8.5 More detailed guidance on the process for publishing Cabinet material online is set out in the CabGuide.

Improper release or use of official information

Unauthorised release of official information

8.6 If official information is released without authority, a range of responses may be considered, depending on the circumstances. These include:

  1. an internal inquiry by the chief executive of the department concerned, perhaps in association with the State Services Commission;
  2. an inquiry by the Secretary of the Cabinet;
  3. a ministerial inquiry (see paragraphs 4.91 - 4.92);
  4. a State Services Commission inquiry at the direction of the Prime Minister or Minister concerned, or initiated by the State Services Commissioner;
  5. a police inquiry.

8.7 Sections 78A of the Crimes Act 1961 and 20A of the Summary Offences Act 1981 create an offence, in certain circumstances relating to the security and defence of New Zealand, of improperly disclosing or retaining official information.

Exploitation of official information for private gain

8.8 The use by an official of official knowledge for private gain or benefit of others, even if not involving the disclosure of information, is an offence under section 105A of the Crimes Act 1961.

8.9 A government contractor or other person outside the public service entrusted with official information in confidence should not use or communicate that information other than for the purpose for which it was given. In appropriate cases, Ministers and departments should ensure that the agreement with a contractor or consultant includes a confidentiality clause.

Commercially sensitive information

8.10 Ministers and officials have access to a wide range of information about commercial entities that is not generally available to the public. They must ensure that they do not use this information in any way that affects their personal interests or the personal interests of others. Chapter 2 contains guidance for Ministers on identifying and managing conflicts of interest, including those arising from access to information. The State Services Commission provides guidance on the management of officials' conflicts of interest.

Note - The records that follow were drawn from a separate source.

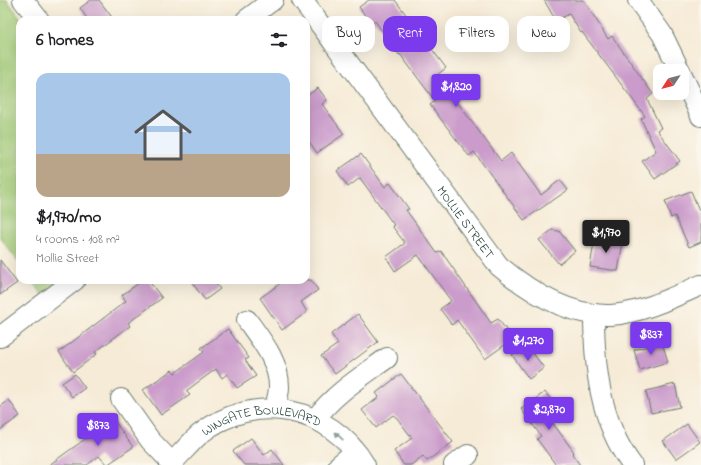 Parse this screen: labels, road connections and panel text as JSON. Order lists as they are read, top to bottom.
{
  "streets": {
    "street": ["MOLLIE STREET", "WINGATE BOULEVARD"]
  },
  "north": "bottom left",
  "page": {
    "chip": [
      "Buy",
      "Rent",
      "Filters",
      "New"
    ],
    "heading": "6 homes",
    "list": [
      {
        "name": "$1,970/mo",
        "note": "4 rooms · 108 m² · Mollie Street"
      }
    ],
    "price": [
      "$1,820",
      "$1,970",
      "$837",
      "$1,270",
      "$2,870",
      "$873"
    ]
  }
} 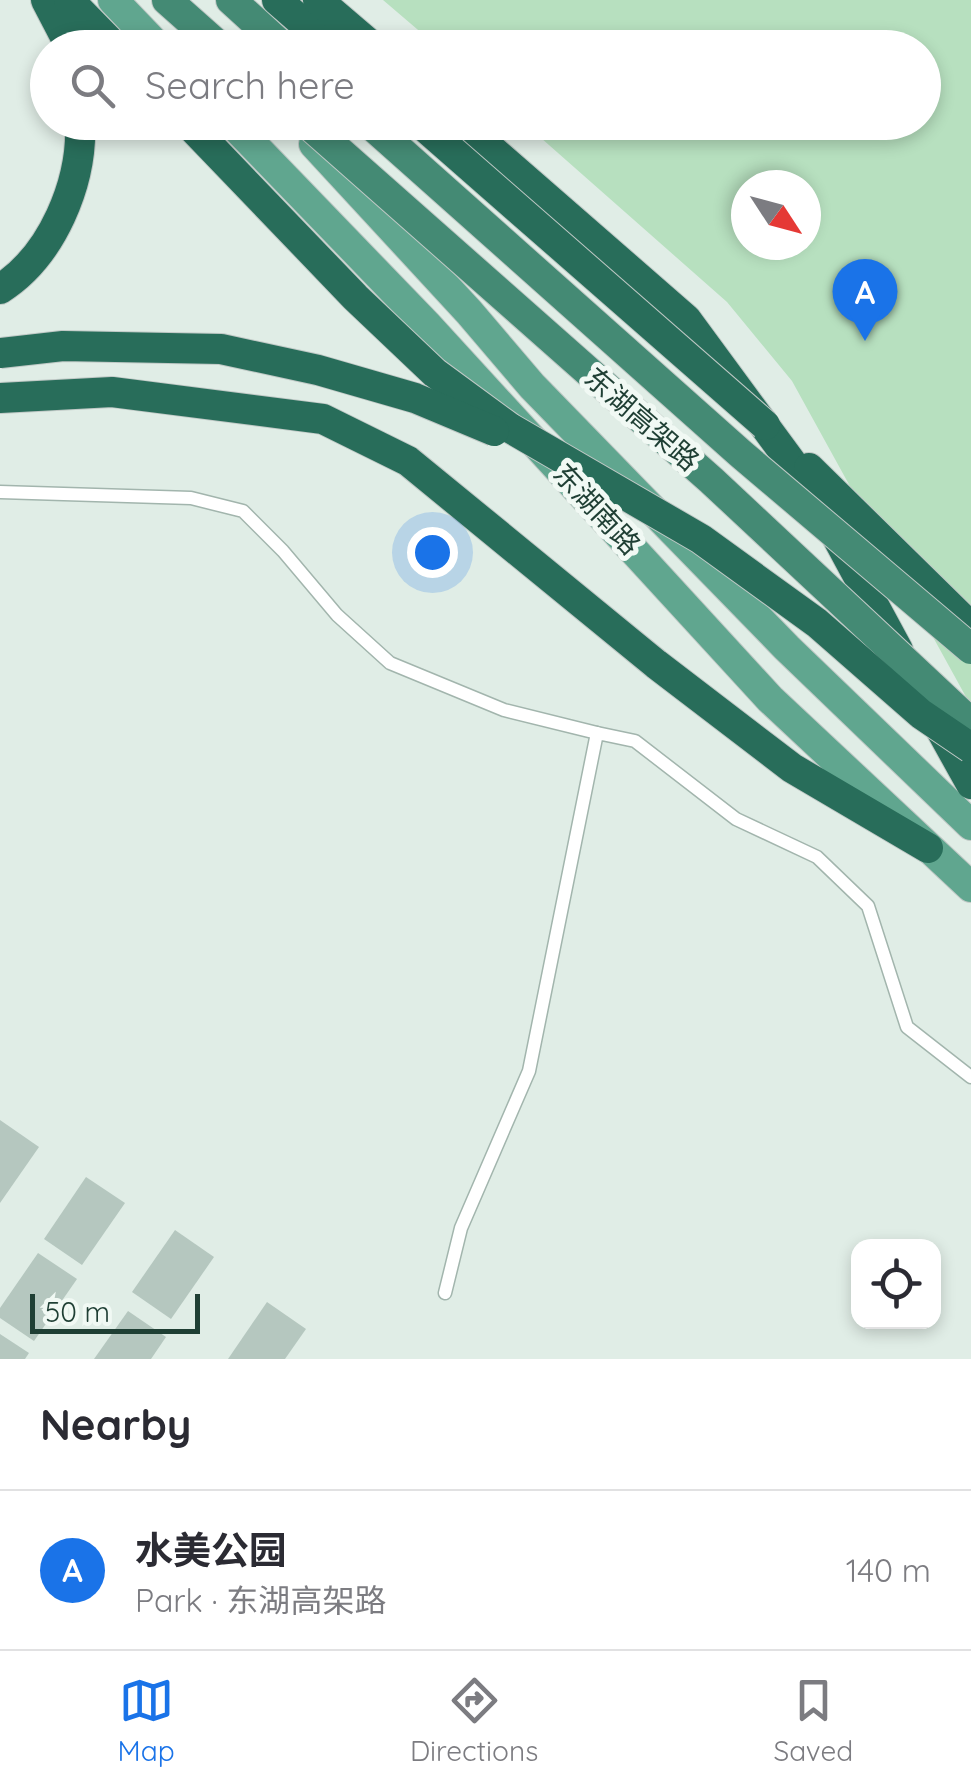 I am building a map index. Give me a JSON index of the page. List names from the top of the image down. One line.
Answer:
{"streets":{"highway":["东湖高架路"],"main road":["东湖南路"]},"scale_bar":"50 m","north":"bottom right","page":{"search":"Search here","pins":"A","scale":"50 m","heading":"Nearby","list":[{"mark":"A","name":"水美公园","note":"Park · 东湖高架路","value":"140 m"}],"nav":["Map","Directions","Saved"]}}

8.11 In particular, Ministers and officials may receive or create information about companies that are listed on the stock exchange. Such information should be treated with care as breaches of the insider trading and market manipulation regimes in the Securities Markets Act 1988 can result in significant fines or imprisonment. When dealing with information relating to companies that are listed on securities exchanges, Ministers and officials should therefore:

  1. take precautions to ensure that the information is appropriately handled;
  2. consider how and when to release information in a way that minimises potential impacts on markets;
  3. take care when making statements that could inadvertently and inappropriately influence third parties;
  4. avoid misleading the market.

8.12 In addition, Ministers and officials who hold information about a listed company that is not generally available to the market must not trade in the securities of that company. This prohibition includes trading through trusts and other vehicles if the Minister or official is aware that the trust or vehicle is undertaking the trading. More detailed guidance for Ministers and officials on the insider trading and market manipulation regimes is set out in Cabinet Office circular CO (08) 5 Guidance for Dealing with Information Relating to Public Issuers and Securities Markets.